Roman essentiellement existentiel selon son auteure, Dissonances emprunte tout de même au roman historique son souci d’une certaine exactitude factuelle. Avec le concours de l’historienne Micheline Dumont et grâce à de longues recherches, l’écrivaine a pu propulser son personnage principal dans de véritables manifestations féministes – colloques, réunions – de l’époque.
Quant au soi-disant ressac des idées féministes chez les jeunes générations que d’aucuns évoquent, la récipiendaire du prix Alfred-Desrochers 2004 se dit optimiste, quoique vigilante. "Je ne suis pas quelqu’un qui lance la pierre. Elles sont jeunes encore. Au fil de leur vie, elles vont être confrontées dans leurs choix de vie et auront des prises de conscience", suppute-t-elle.
Portée par un désir d’"ancrer la fiction dans le réel", la romancière a également fait le choix de situer ses Dissonances dans la reine des Cantons. "C’est très important pour moi. On lit des romans français qui se passent dans des petits villages et on ne bronche pas. C’est une façon de faire vivre un lieu, de l’immortaliser. C’est ma façon de rendre hommage à Sherbrooke; je trouve important de la porter. Cette ville-là a un imaginaire qu’on doit transcrire, qu’on doit capter." Ce qui caractériserait cet imaginaire? "La proximité, répond-elle. Il n’y a rien qui est anonyme à Sherbrooke. Tout est facile d’accès."
AU SON DE L’OISEAU
Évocations des musiques de Bill Evans et de John Lewis et présence fugitive d’un certain Parker, personnage obsédé par le légendaire bopper Charlie Parker, marquent au sceau du jazz le dernier Lise Blouin.
"Je voulais un titre musical. J’ai beaucoup changé au fil des diverses versions. Je voulais trouver un terme musical qui rend compte des relations dans mon roman. Les relations sont parfois dissonantes, mais elles sont quand même accrochées à un thème, comme un thème musical. Parfois ça fausse, mais il y a un lien qui persiste", explique la mélomane qui, tous les jours, à l’heure de l’apéro, syntonise la radio jazz.

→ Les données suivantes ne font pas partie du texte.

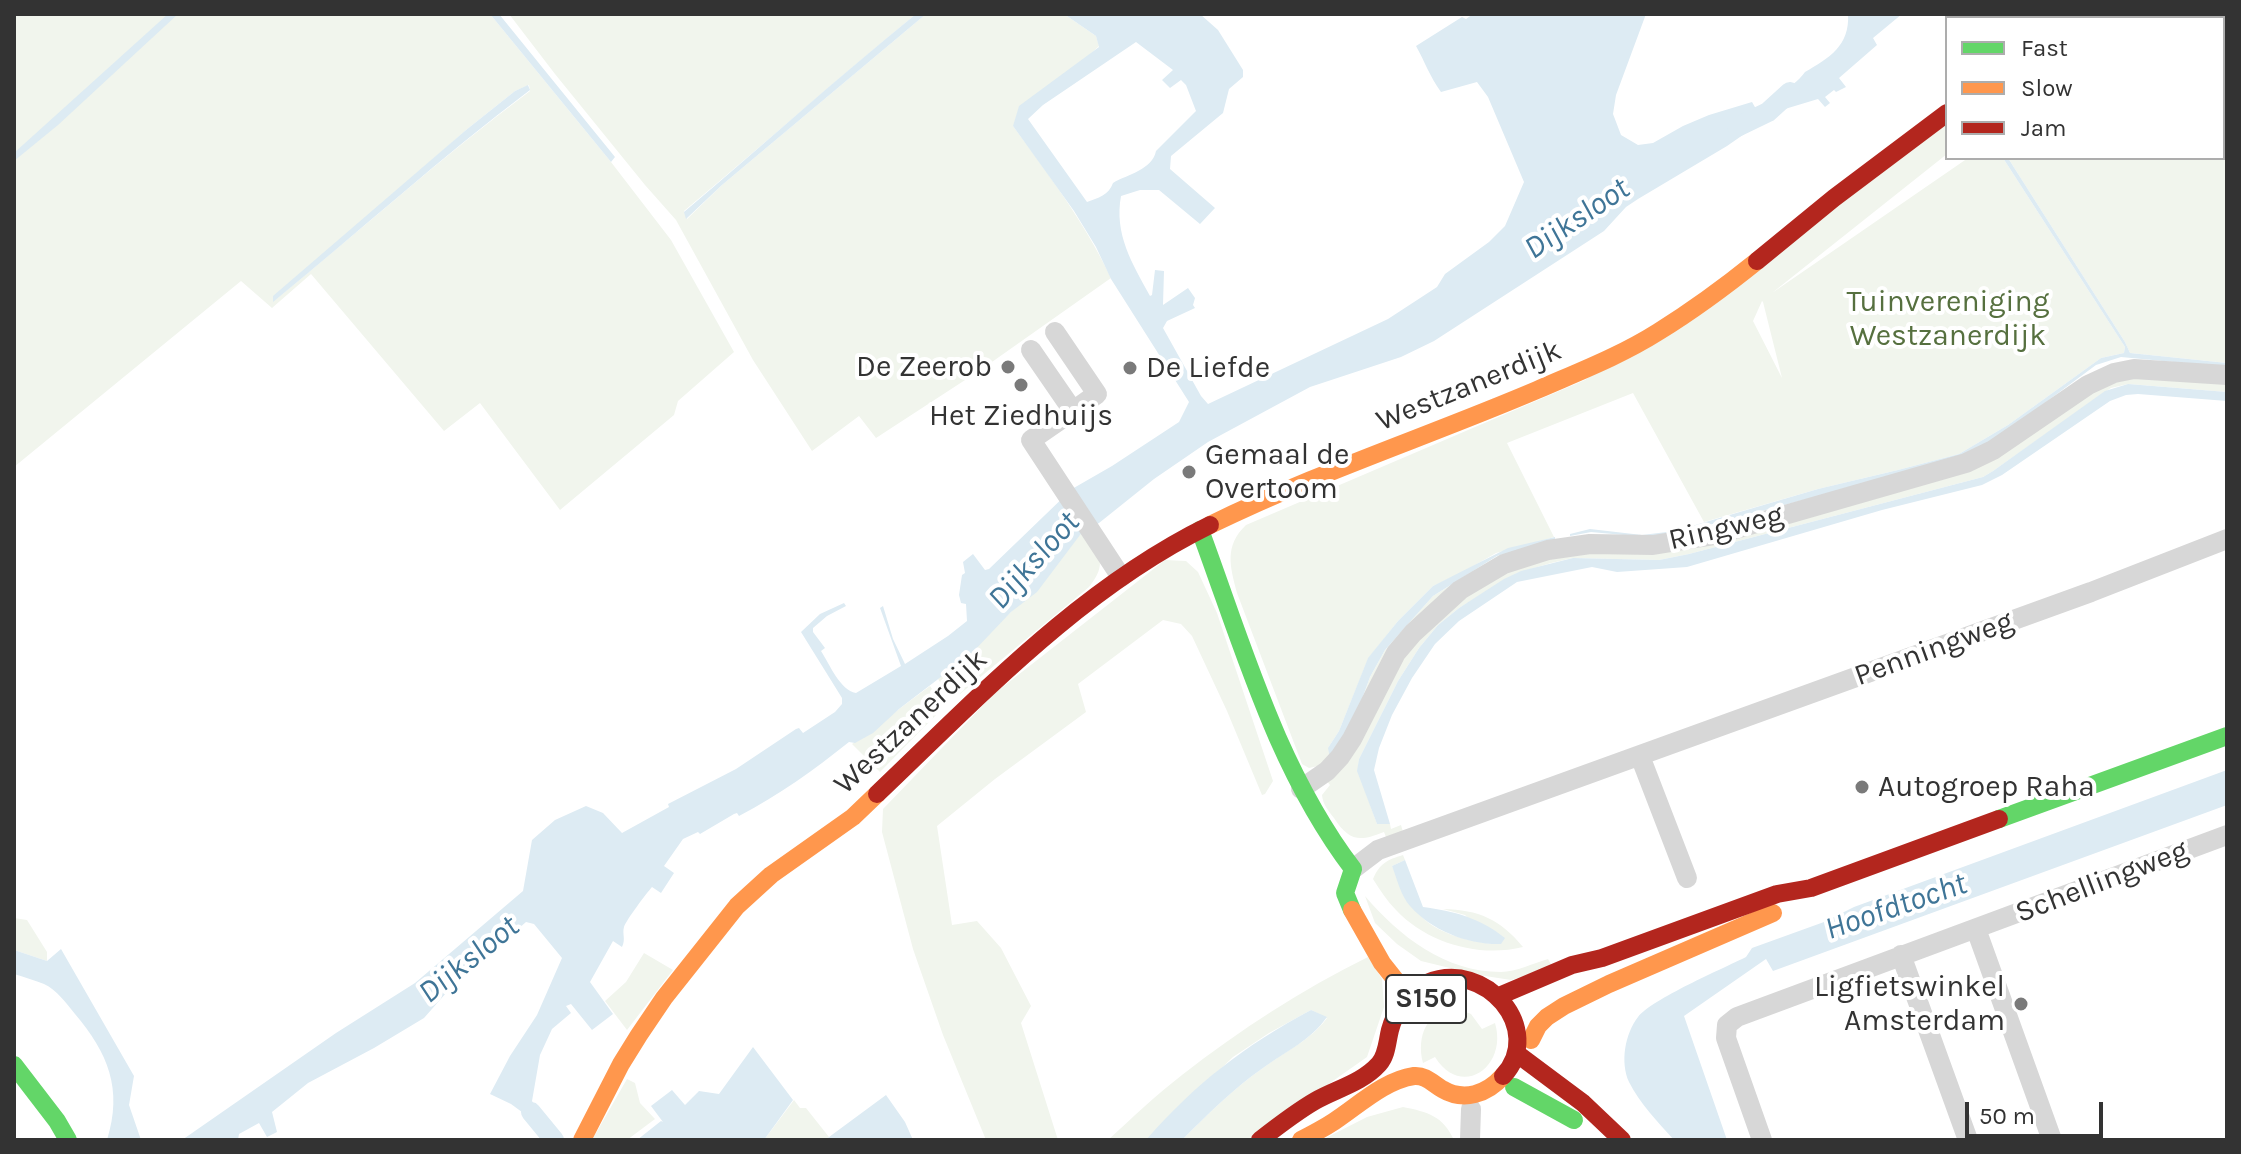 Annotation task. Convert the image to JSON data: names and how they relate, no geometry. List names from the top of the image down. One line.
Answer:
{"streets":{"street":["Westzanerdijk","Ringweg","Penningweg","Schellingweg","S150"]},"water":["Dijksloot","Hoofdtocht"],"parks":["Tuinvereniging Westzanerdijk"],"places":["De Zeerob","De Liefde","Het Ziedhuijs","Gemaal de Overtoom","Autogroep Raha","Ligfietswinkel Amsterdam"],"legend":["Fast","Slow","Jam"],"scale_bar":"50 m"} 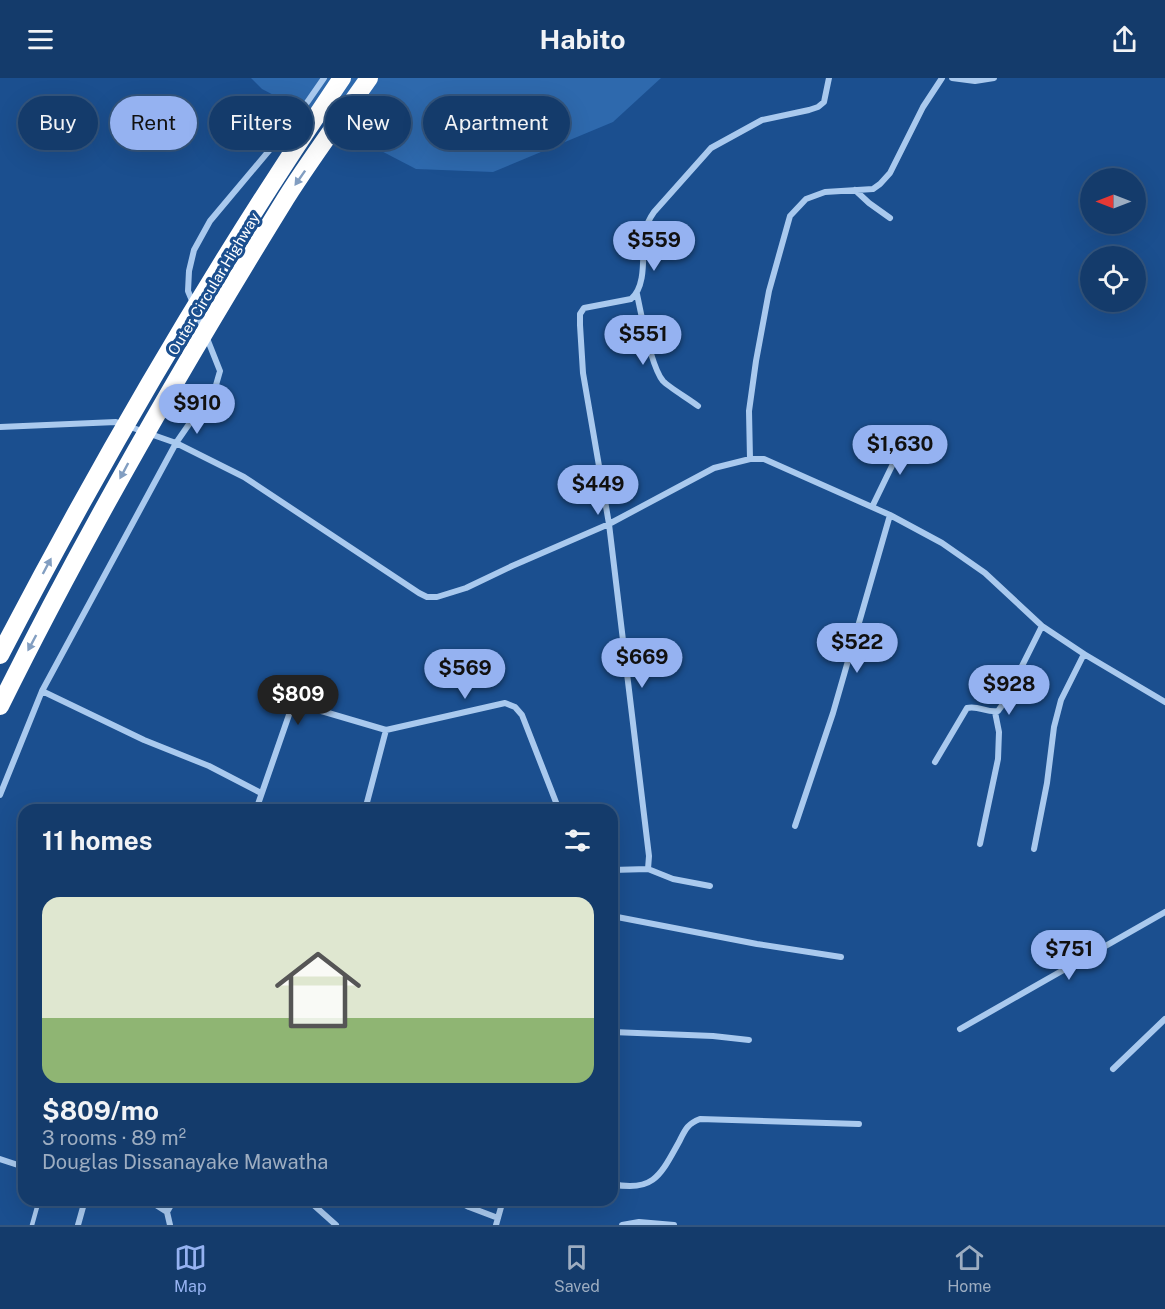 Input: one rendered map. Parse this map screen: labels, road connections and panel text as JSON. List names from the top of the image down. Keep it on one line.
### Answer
{"streets":{"highway":["Outer Circular Highway"]},"north":"left","page":{"header":"Habito","chip":["Buy","Rent","Filters","New","Apartment"],"price":["$559","$551","$910","$1,630","$449","$522","$669","$569","$928","$809","$751"],"heading":"11 homes","list":[{"name":"$809/mo","note":"3 rooms · 89 m² · Douglas Dissanayake Mawatha"}],"tabs":["Map","Saved","Home"]}} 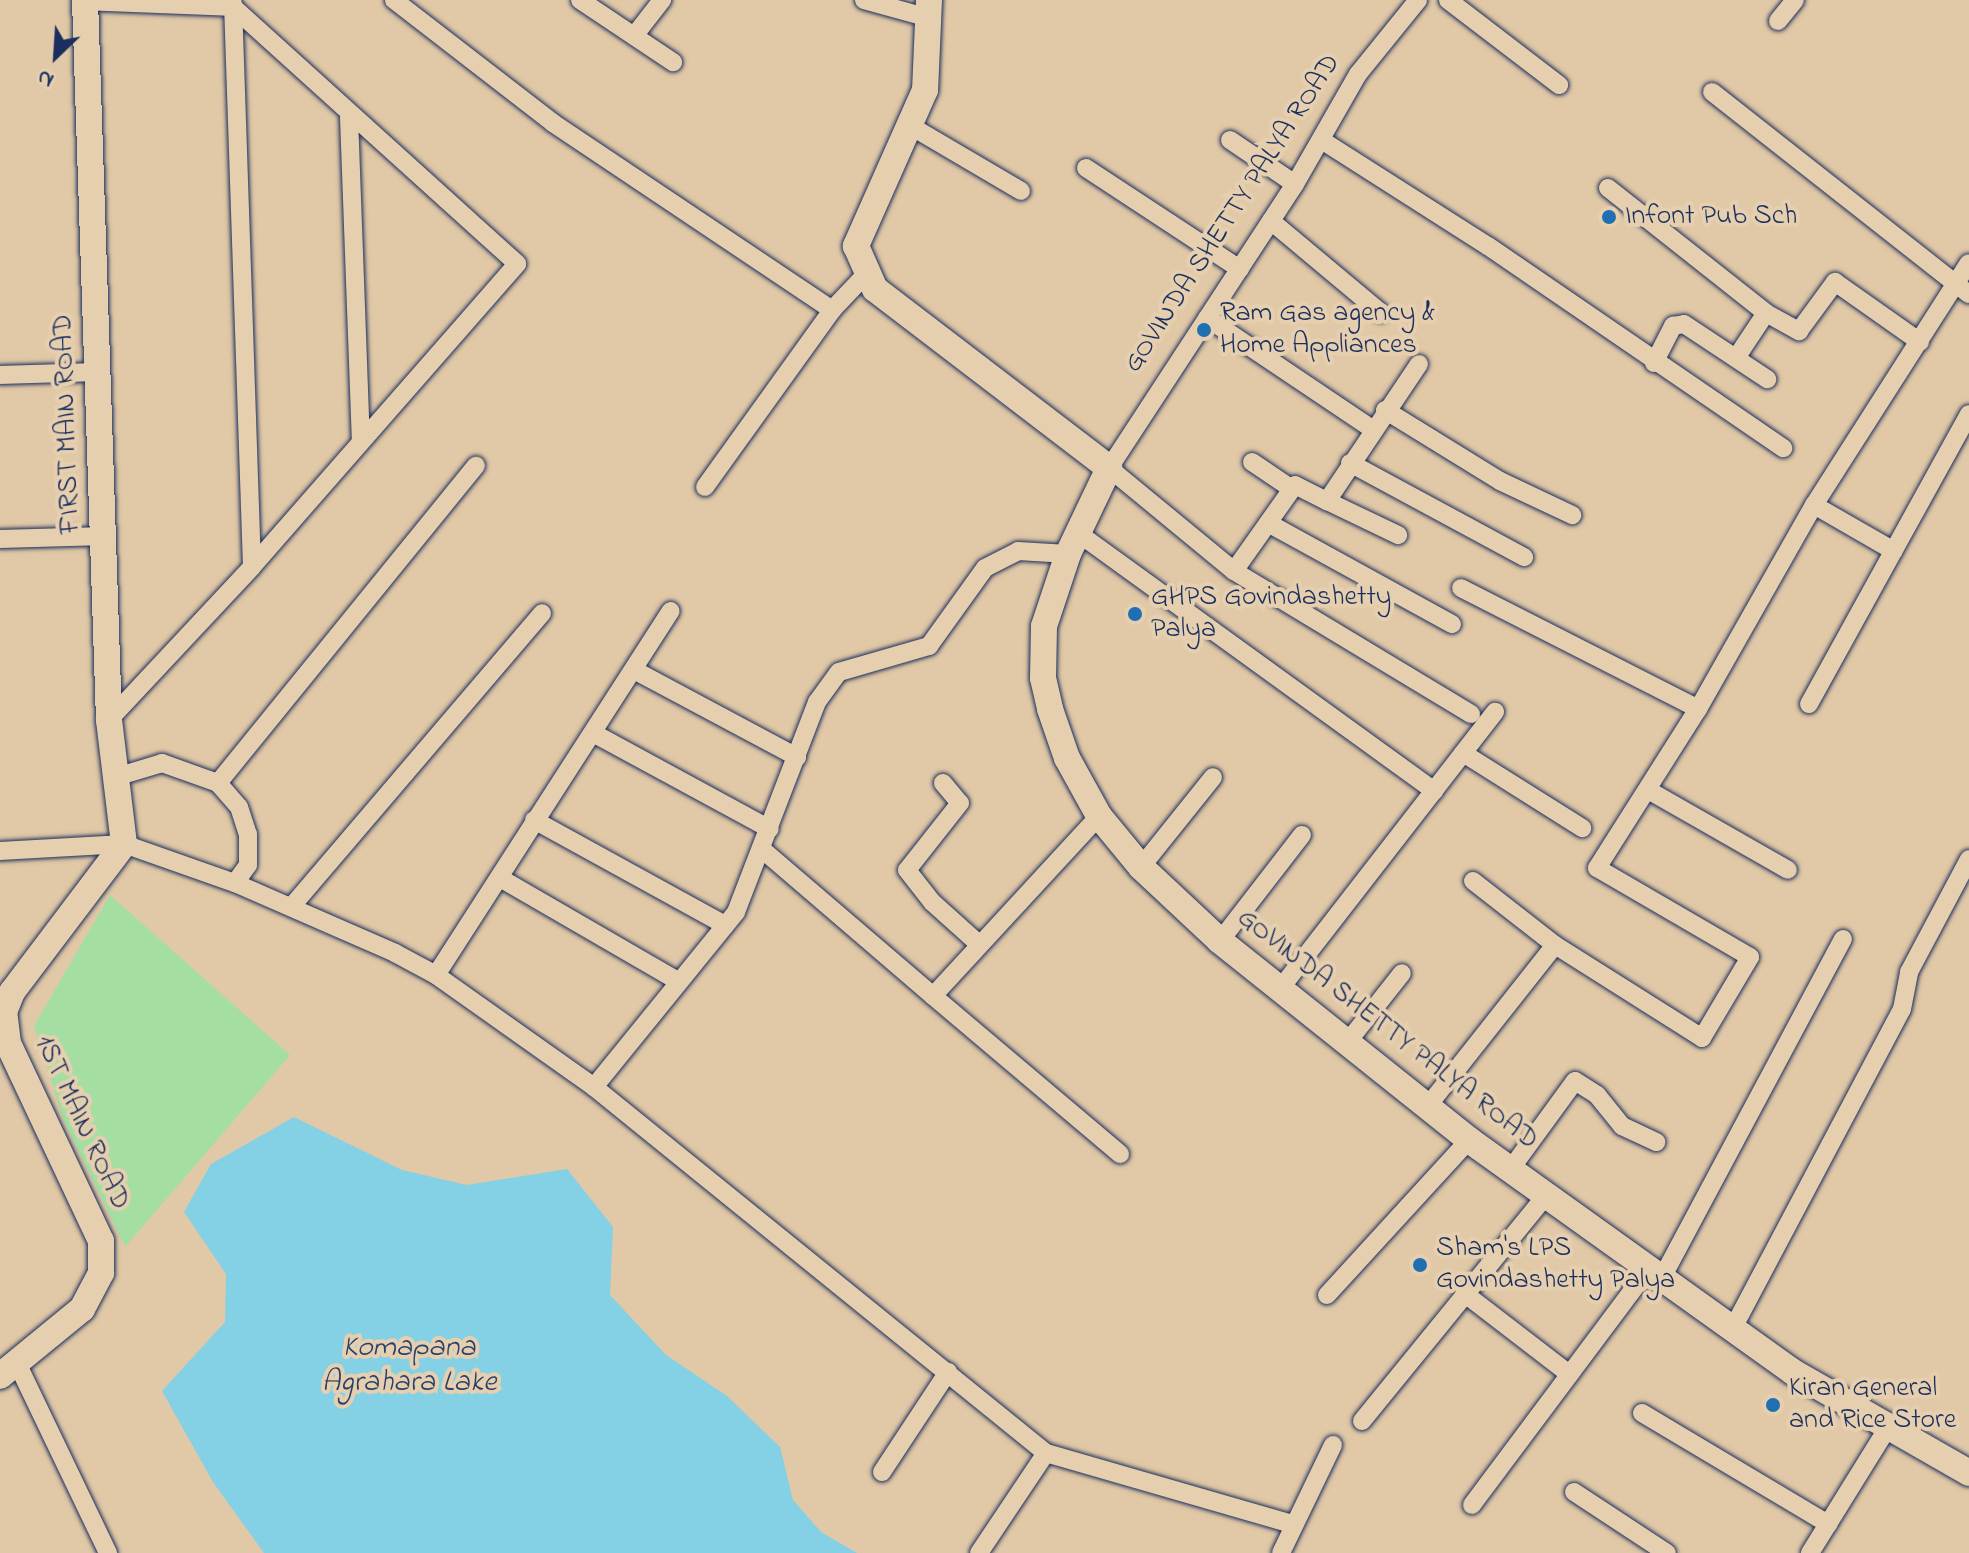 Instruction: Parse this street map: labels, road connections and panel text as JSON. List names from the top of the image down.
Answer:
{
  "streets": {
    "street": ["GOVINDA SHETTY PALYA ROAD", "FIRST MAIN ROAD", "1ST MAIN ROAD"]
  },
  "crossings": [
    ["FIRST MAIN ROAD", "1ST MAIN ROAD"]
  ],
  "water": ["Komapana Agrahara Lake"],
  "places": [
    "Infont Pub Sch",
    "Ram Gas agency & Home Appliances",
    "GHPS Govindashetty Palya",
    "Sham's LPS Govindashetty Palya",
    "Kiran General and Rice Store"
  ],
  "north": "bottom left"
} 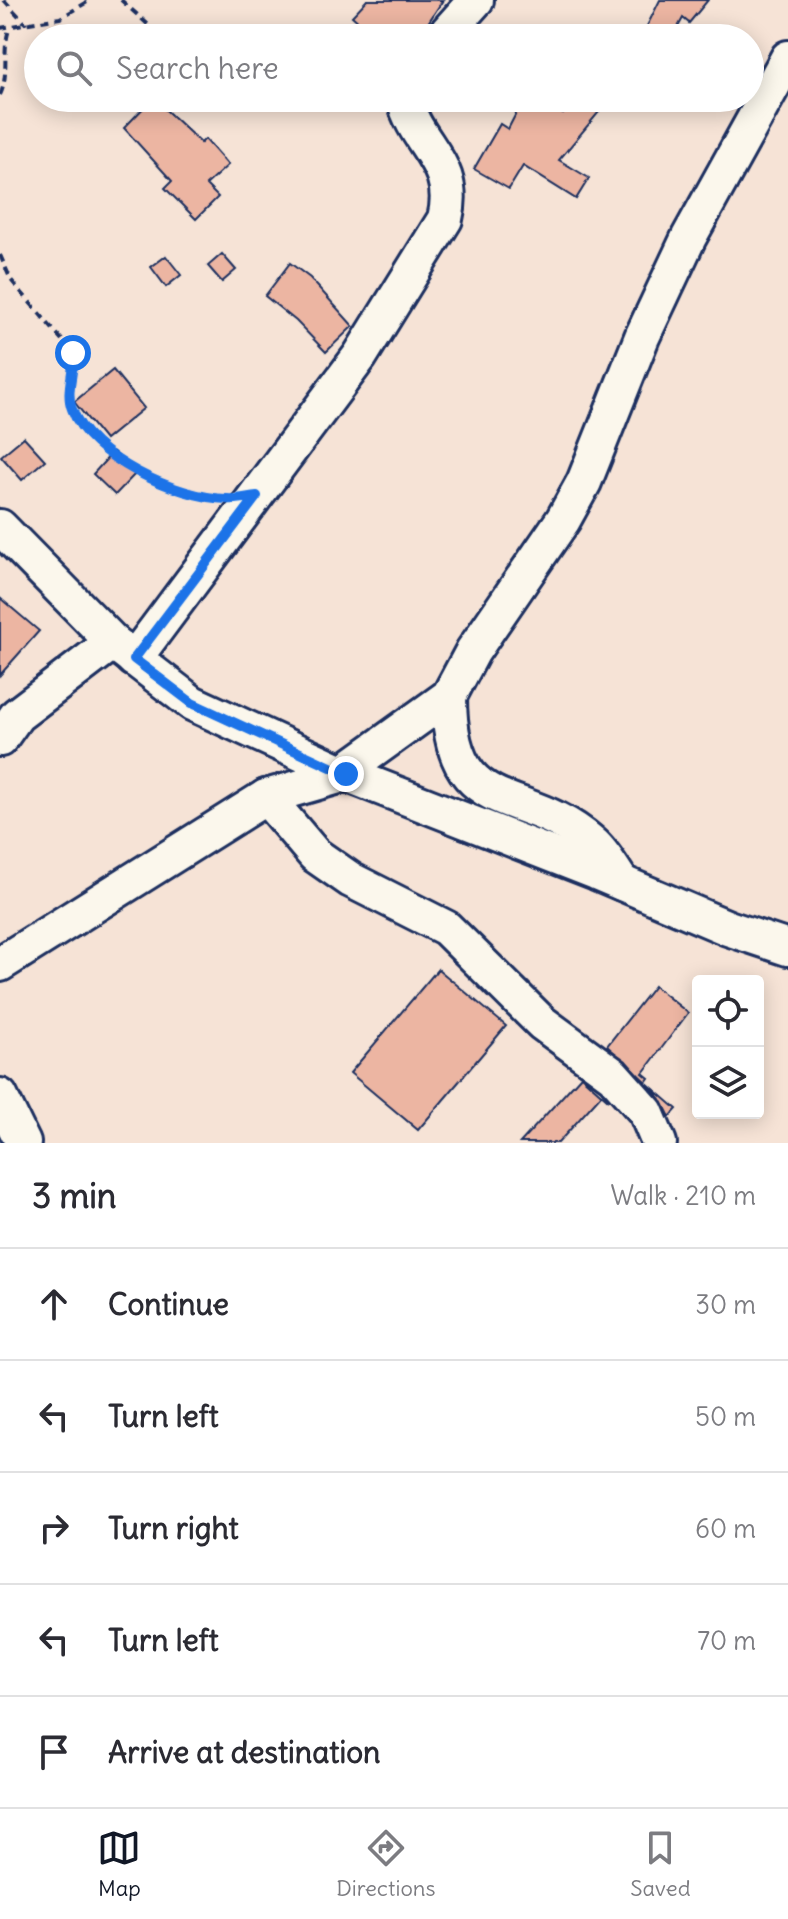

Un amour qui, pour l’écrivaine, s’est transformé en choix esthétique, puisqu’elle a tenté de transposer la proverbiale pulsion jazzistique à l’écrit. "J’ai beaucoup travaillé le rythme de mes phrases. Entre autres en enlevant beaucoup de virgules." Égrener les virgules comme un saxophoniste égrène les notes…
Dissonances
de Lise Blouin
XYZ éditeur, 2009, 272 p.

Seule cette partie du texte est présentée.